Information
- Established: 1898
- Closed: 1992 (merged with Monkton Combe School)
- Gender: Girls

= Clarendon School for Girls =

Girls' independent private school in the UK

Clarendon School for Girls was a girls' independent boarding school, which began in 1898 in Malvern, Worcestershire, England. It moved three times: first to Kinmel Hall near Abergele in Denbighshire in 1948 and then to Haynes Park in Bedfordshire in 1976 before merging with Monkton Combe School, near Bath, Somerset, in 1992.

== History ==
Clarendon School was established in a private house in North Malvern, Worcestershire in 1898 by Miss Amy Flint (1869-1941), assisted by her sisters Mary, Annie and Kate. The first pupils were seven boarders aged between six and sixteen. The Misses Flint were the daughters of an Evangelical Christian travelling preacher and embedded their strong Christian values and ethos in the day-to-day operation of their new school. Miss Amy Flint remained as headmistress of Clarendon School until her retirement in 1930, when the school had grown to contain forty-six pupils and occupy several more houses in the village.

During World War II, numbers grew to such an extent that new, larger premises had to be found. Some 150 girls were living in eleven houses around Malvern, and the school could not operate efficiently. Kinmel Hall, Abergele in Denbighshire was selected to house Clarendon School, with Sir John Laing stepping in to provide support. The school moved from Malvern to Abergele in twenty Pickfords removal lorries in April 1948 - its fiftieth anniversary year.

In 1956 the Clarendon School Trust was established, taking the school out of private ownership. In September 1975 a large fire devastated the central part of Kinmel Hall. Meanwhile, Hawnes House School at Haynes Park in Bedfordshire had become bankrupt and its fine buildings had become available. So in early 1976, Clarendon School moved to Haynes Park.

In 1992 Clarendon School agreed to merge with Monkton Combe School, an independent boys' school based just outside Bath, Somerset which had been founded in 1868. The two schools shared the same aims and Christian ethos and as Monkton Combe School had taken the decision to become fully co-educational that same year the merger was swift.
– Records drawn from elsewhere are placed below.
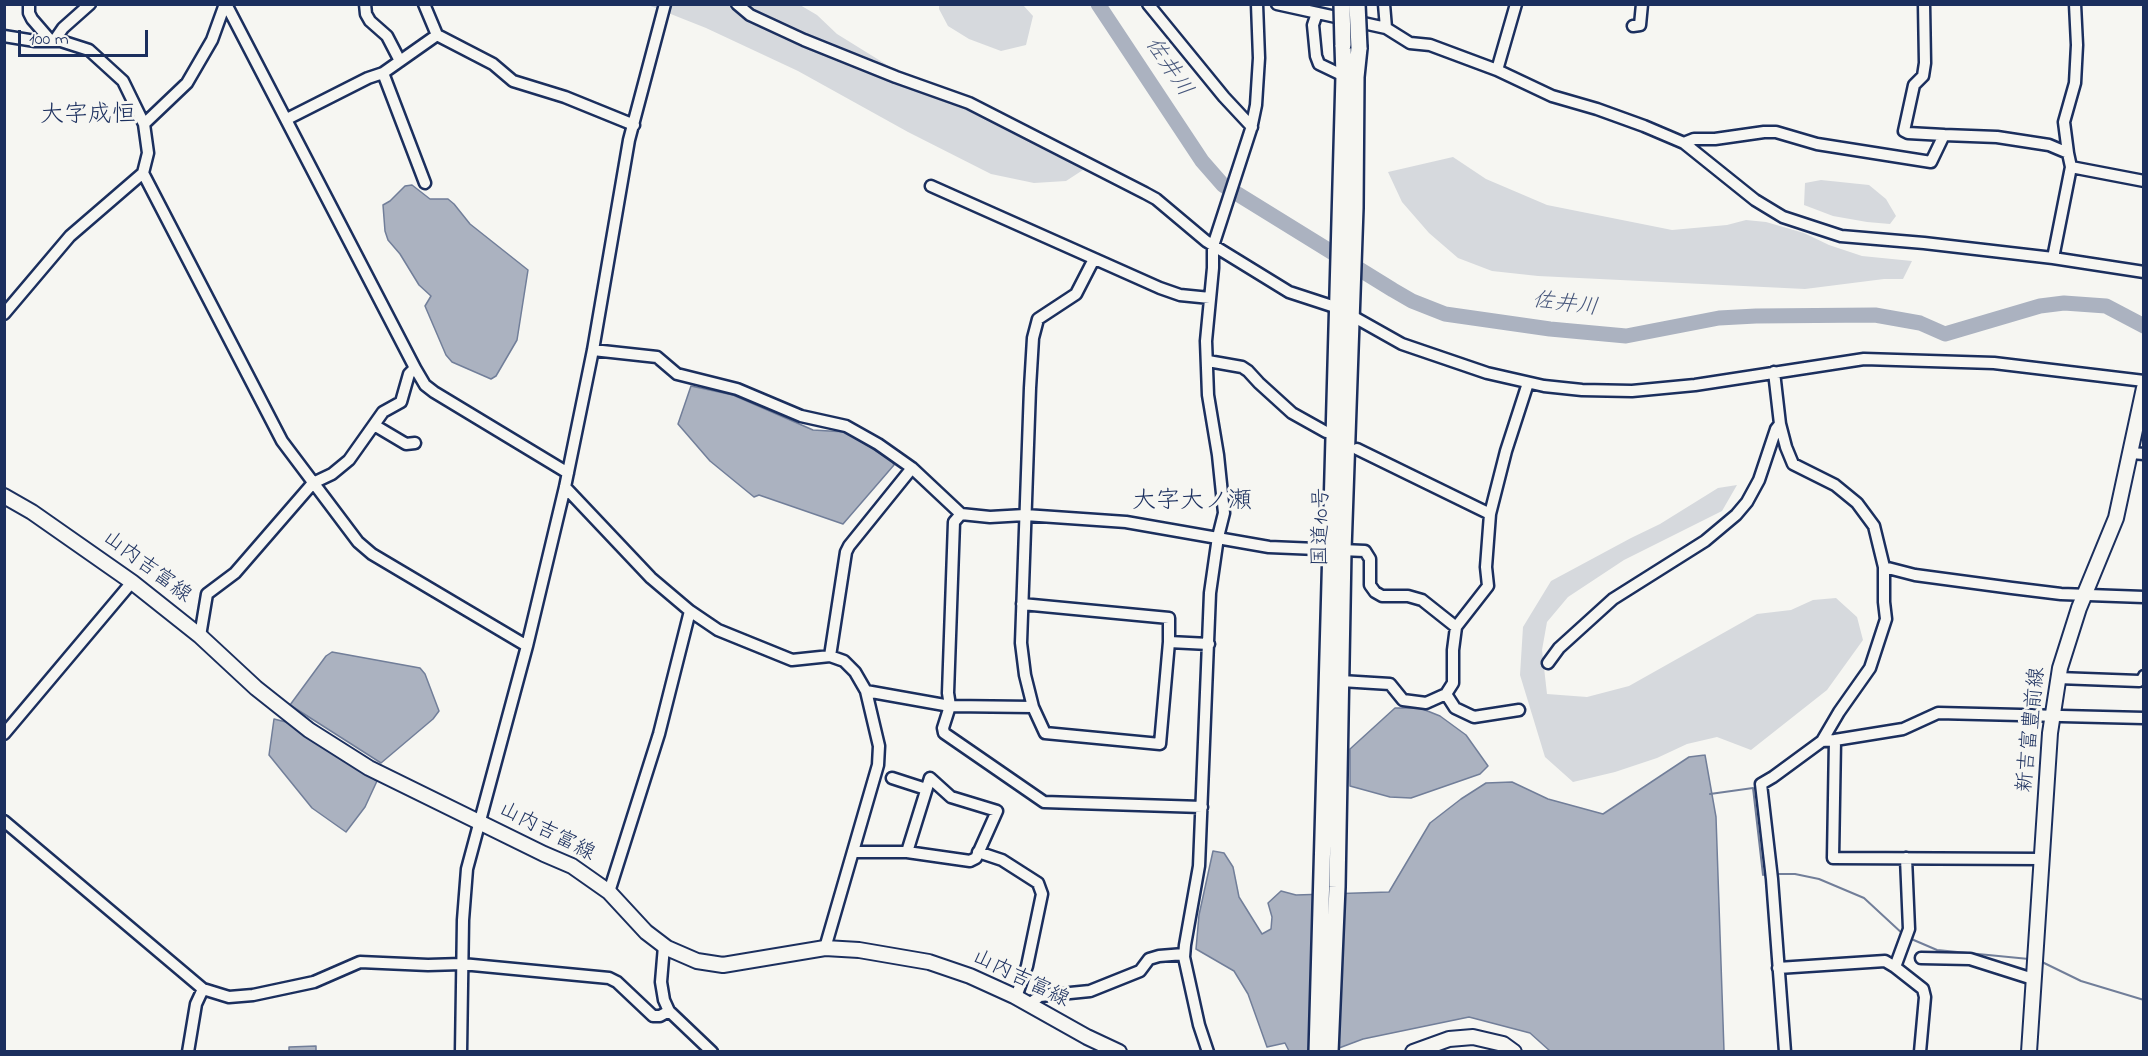 <!DOCTYPE html>
<html>
<head>
<meta charset="utf-8">
<style>
	body { margin:0 }
	#map { position:relative; width:2148px; height:1056px; overflow:hidden; background:#f6f6f2; font-family:"Indie Flower",sans-serif }
	canvas { display:block }
	.frame { position:absolute; inset:0; border:6px solid #1b2f5e; pointer-events:none }
	.scale { position:absolute; left:18px; top:30px; width:130px; height:27px; box-sizing:border-box; border:3px solid #1b2f5e; border-top:0; padding-left:8px; font-size:18px; line-height:21px; white-space:nowrap; color:#1b2f5e; -webkit-text-stroke:4px #f6f6f2; paint-order:stroke }
</style>
</head>
<body>
<div id="map">
<canvas width="2148" height="1056"></canvas>
<div class="frame"></div>
<div class="scale">100 m</div>
</div>
<script>
const ctx = document.querySelector('canvas').getContext('2d');
ctx.lineJoin = 'round';
function paint(path, color) { ctx.fillStyle = color; ctx.fill(path, 'evenodd'); }
const shape = rows => new Path2D(rows.map(r => 'M' + r).join(''));
function trace(path, color, width, dash) { ctx.strokeStyle = color; ctx.lineWidth = width; ctx.lineCap = dash ? 'butt' : 'round'; ctx.setLineDash(dash || []); ctx.stroke(path); }
function label(font, color, halo, rows, align = 'center') {
  ctx.font = font + ' "Indie Flower","Klee One",sans-serif'; ctx.lineWidth = 6; ctx.setLineDash([]); ctx.textBaseline = 'middle'; ctx.strokeStyle = halo; ctx.fillStyle = color; for (const [text, x, y, turn = 0] of rows) {
    ctx.save(); ctx.translate(x, y); ctx.rotate((+turn || 0) * Math.PI / 180); ctx.textAlign = isNaN(turn) ? turn : align; if (halo) ctx.strokeText(text, 0, 0); ctx.fillText(text, 0, 0); ctx.restore();
  }
}
paint(shape([
	[648,5,800,5,817,15,837,34,908,78,976,115,1058,142,1086,154,1090,161,1086,168,1066,181,1034,183,991,174,908,132,798,71,706,28],
	[939,5,1023,5,1033,16,1026,45,1001,51,969,39,948,26,939,9],
	[1453,157,1486,179,1547,205,1672,230,1727,225,1746,220,1766,222,1804,233,1829,245,1862,256,1912,261,1903,279,1884,279,1805,289,1538,276,1492,271,1458,258,1429,233,1402,202,1388,172],
	[1821,180,1869,185,1886,199,1896,216,1890,224,1867,222,1833,216,1804,205,1805,183],
	[1737,485,1722,511,1624,560,1568,597,1547,622,1542,650,1547,694,1587,697,1629,686,1757,614,1791,610,1813,600,1836,598,1857,617,1863,640,1827,690,1751,750,1717,737,1687,744,1657,758,1615,772,1573,782,1545,757,1520,675,1523,627,1551,581,1631,538,1660,524,1718,488]
]), '#d6d9dd');
const water = shape([
	[412,185,430,199,448,199,454,204,470,224,528,270,517,340,496,376,491,379,452,362,446,355,425,306,431,296,419,285,400,254,388,240,385,231,383,205,390,201,405,186,412,185],
	[691,386,733,395,813,430,846,432,892,461,894,465,843,524,759,495,754,497,710,461,678,424,691,386],
	[332,652,420,668,425,674,439,711,433,719,381,763,290,705,326,656,332,652],
	[1395,708,1420,708,1440,716,1466,735,1488,766,1480,774,1411,798,1390,797,1350,786,1350,749,1395,708],
	[274,719,286,722,377,781,365,807,346,832,312,808,269,755,274,719],
	[1705,755,1716,817,1724,1051,1550,1051,1530,1033,1469,1017,1363,1039,1331,1051,1289,1051,1285,1043,1267,1047,1248,994,1234,971,1196,949,1199,915,1213,851,1224,853,1233,867,1239,897,1262,934,1271,929,1272,917,1268,903,1281,891,1296,895,1389,892,1430,823,1461,799,1486,783,1512,782,1548,799,1603,814,1689,757,1705,755],
	[316,1046,316,1051,289,1051,289,1047,316,1046]
]);
paint(water, '#abb2c0');
trace(water, '#717e99', 1.5);
trace(shape([
	[1710,794,1753,788,1763,875],
	[1779,874,1795,874,1819,879,1864,898,1904,935],
	[1909,938,1937,950,2029,959],
	[2040,961,2081,981,2144,1000]
]), '#717e99', 2);
trace(shape([
	[1098,4,1202,161,1223,185,1393,290,1412,301,1445,314,1550,329,1626,336,1719,318,1756,316,1875,315,1920,323,1945,334,2040,306,2064,303,2106,306,2144,326]
]), '#abb2c0', 15);
const minor = shape([
	[29,4,29,13,32,19,51,41],
	[226,4,415,368],
	[365,4,366,14,370,21,387,36,400,61],
	[737,4,750,15,804,40,896,77,969,103,1145,193,1156,199,1206,241,1289,292,1338,308,1402,344,1487,373,1544,386,1582,390,1632,391,1695,385,1864,359,1994,363,2144,381],
	[1148,4,1224,97,1252,127],
	[1277,4,1386,28,1410,43,1430,45,1497,70,1552,96,1597,109,1644,126,1684,143,1755,200,1783,217,1841,236,1924,243,2053,258,2144,272],
	[1384,4,1386,28],
	[1317,13,1313,25,1316,56,1319,64,1344,76],
	[1633,26,1640,25,1642,4],
	[437,35,493,64,513,81,565,97,634,125],
	[4,36,35,41,61,41,89,50,123,81,144,124,148,153,143,173,70,236,4,314],
	[54,41,63,28,90,4],
	[1497,70,1516,4],
	[383,73,425,183],
	[287,119,368,78,383,73,437,35,424,4],
	[144,124,187,83,212,40,225,4],
	[1944,135,1997,137,2049,145,2068,153,2071,167,2144,181],
	[1684,143,1694,139,1715,139,1764,132,1776,132,1817,144,1931,162,1944,135,1908,133,1904,131,1914,85,1923,76,1925,63,1924,4],
	[2068,153,2064,122,2075,83,2077,45,2075,4],
	[143,173,282,441,358,542,372,554,527,646],
	[931,186,1160,288,1180,295,1210,298],
	[2053,258,2071,167],
	[1094,259,1076,294,1038,319,1033,338,1030,388,1021,643,1025,675,1033,707,1045,733,1160,744,1169,642,1209,644],
	[593,350,657,357,677,374,737,389,801,416,846,426,878,444,912,468,961,514,990,517,1025,515,1126,522,1269,547,1365,551,1370,559,1370,585,1375,592,1382,596,1408,596,1422,600,1456,627],
	[1208,361,1242,367,1248,371,1259,383,1292,413,1326,432],
	[1774,372,1780,424,1786,447,1793,464,1835,485,1857,503,1874,526,1884,567,1915,575,2012,588,2061,594,2144,597],
	[374,425,406,444,415,443],
	[1357,449,1490,514],
	[2131,453,2144,454],
	[565,487,651,578,690,611,718,630,792,660,830,656,844,661,855,672,866,691,879,746,878,765,825,948],
	[961,514,954,522,948,693,950,706,943,728,944,733,1044,802,1202,807],
	[1022,604,1169,618,1169,642],
	[200,636,207,594,235,573,313,483,332,474,349,460,383,412,401,402,409,374,415,368,425,385,434,392,568,473],
	[830,656,846,552,849,546,912,468],
	[1548,663,1559,648,1613,599,1705,541,1736,515,1747,502,1759,480,1776,429,1780,424],
	[2058,678,2139,681,2143,679,2144,676],
	[1341,681,1390,684,1403,700,1426,703,1446,694,1453,683,1453,650,1456,627,1488,586,1486,567,1490,514,1506,451,1528,383],
	[866,691,950,706,1033,707],
	[1446,694,1455,708,1474,717,1519,710],
	[4,734,132,582],
	[1835,740,1903,729,1938,713,2144,718],
	[1822,741,1835,740,1833,858,2042,859],
	[892,778,926,789],
	[4,821,203,989,229,997,253,995,314,982,360,962,428,965,462,964,609,978,617,982,653,1016,660,1016,669,1011],
	[853,852,907,852,970,861,976,858,997,811,951,797,930,778,907,852],
	[978,852,1002,860,1038,883,1042,894,1027,966,1016,997],
	[609,892,659,734,690,611],
	[664,946,661,982,664,1000,669,1011,712,1052],
	[1921,958,1970,959,2033,979],
	[1895,967,1909,929,1906,858],
	[1778,968,1885,961,1895,967,1923,989,1925,997,1920,1052],
	[1029,1004,1040,996,1090,991,1140,971,1149,959,1159,956,1184,954],
	[188,1052,196,1004,203,989],
	[461,1052,463,920,467,869,527,646,565,487,593,350,629,140,665,4],
	[1208,1052,1199,1025,1184,957,1185,945,1199,866,1210,593,1218,537,1224,513,1218,455,1208,395,1206,341,1213,268,1213,246,1251,129,1256,105,1259,58,1257,4],
	[1785,1052,1772,879,1761,784,1773,777,1822,741,1839,712,1870,668,1886,619,1884,602,1884,567]
]);
const major = shape([
	[4,496,32,512,132,582,200,636,256,688,309,730,369,768,544,854,572,866,609,892,646,932,667,948,697,961,723,965,825,948,859,950,929,962,970,976,1014,996,1087,1037,1119,1052],
	[1413,1052,1449,1039,1473,1037,1503,1044,1514,1052],
	[2029,1052,2050,733,2060,668,2079,608,2116,518,2144,388]
]);
const highway = shape([
	[1317,1052,1344,76,1343,45],
	[1330,1052,1337,887,1343,550,1355,208,1356,77,1359,48]
]);
trace(minor, '#1b2f5e', 15);
trace(major, '#1b2f5e', 18);
trace(highway, '#1b2f5e', 20);
trace(minor, '#f6f6f2', 10);
trace(major, '#f6f6f2', 14);
trace(highway, '#f6f6f2', 15);
const highwayBridge = shape([
	[1342,4,1343,45],
	[1357,4,1359,48]
]);
trace(highwayBridge, '#1b2f5e', 20, []);
trace(highwayBridge, '#f6f6f2', 15);
label('21px', '#1b2f5e', '#f6f6f2', [
	["国道10号",1323,527,-89],
	["山内吉富線",146,568,37],
	["新吉富豊前線",2033,730,-84],
	["山内吉富線",546,833,27],
	["山内吉富線",1020,980,26]
]);
label('italic 22px', '#46567b', '#f6f6f2', [
	["佐井川",1167,68,56],
	["佐井川",1565,306,7]
]);
label('24px', '#1b2f5e', '#f6f6f2', [
	["大字成恒",88,117],
	["大字大ノ瀬",1192,503]
]);
</script>
</body>
</html>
The name of Clarendon School has been retained as the name of one of three girl's boarding houses at Monkton Combe School.

==List of Head Mistresses==
The following have been Head Mistress of Clarendon:

| Name | Years as Head Mistress | Birth/death dates |
|---|---|---|
| Miss Amy Flint | 1898–1930 | 1868-1941 |
| Miss Edith G.R. Swain | 1930-1965 | 1897-1984 |
| Miss Sheila Haughton | 1965-1978 |  |
| Miss Jean Howell | 1978-1990 |  |
| Mrs Marjorie Crane | 1990-1991 |  |
| Mrs Molly Dawson | 1991–1992 |  |

== Notable Old Clarendonians ==

- Patricia St. John, 1919–1993, children's author and missionary, was a house mother at Clarendon School in the 1940s.
- Princess Aida Desta, 1927–2013, granddaughter of Emperor Haile Selassie of Ethiopia
- Princess Edjigayehu Asfawossen, granddaughter of Emperor Haile Selassie of Ethiopia
- Princess Hirut Desta, 1930–2014, granddaughter of Emperor Haile Selassie of Ethiopia
- Princess Seble Desta, 1931–2023, granddaughter of Emperor Haile Selassie of Ethiopia
- Princess Sophia Desta, 1934–2021, granddaughter of Emperor Haile Selassie of Ethiopia
- Guli Francis-Dehqani, 1966-, Bishop of Chelmsford and member of the House of Lords
- Salome Mulugeta, Ethiopian film-maker
- Jember Teferra, 1943–2021, great-niece of Emperor Haile Selassie of Ethiopia
- Elizabeth Wilmshurst, 1948-, Distinguished Fellow, International Law, Chatham House

Reunions of "Old Clarendonians", the former staff and pupils of Clarendon School for Girls, are organised by Monkton Combe School. In 2018 the 120th anniversary of the founding of Clarendon House School at Malvern was celebrated with a reunion held at Monkton Combe School which was attended by sixty five former pupils and staff.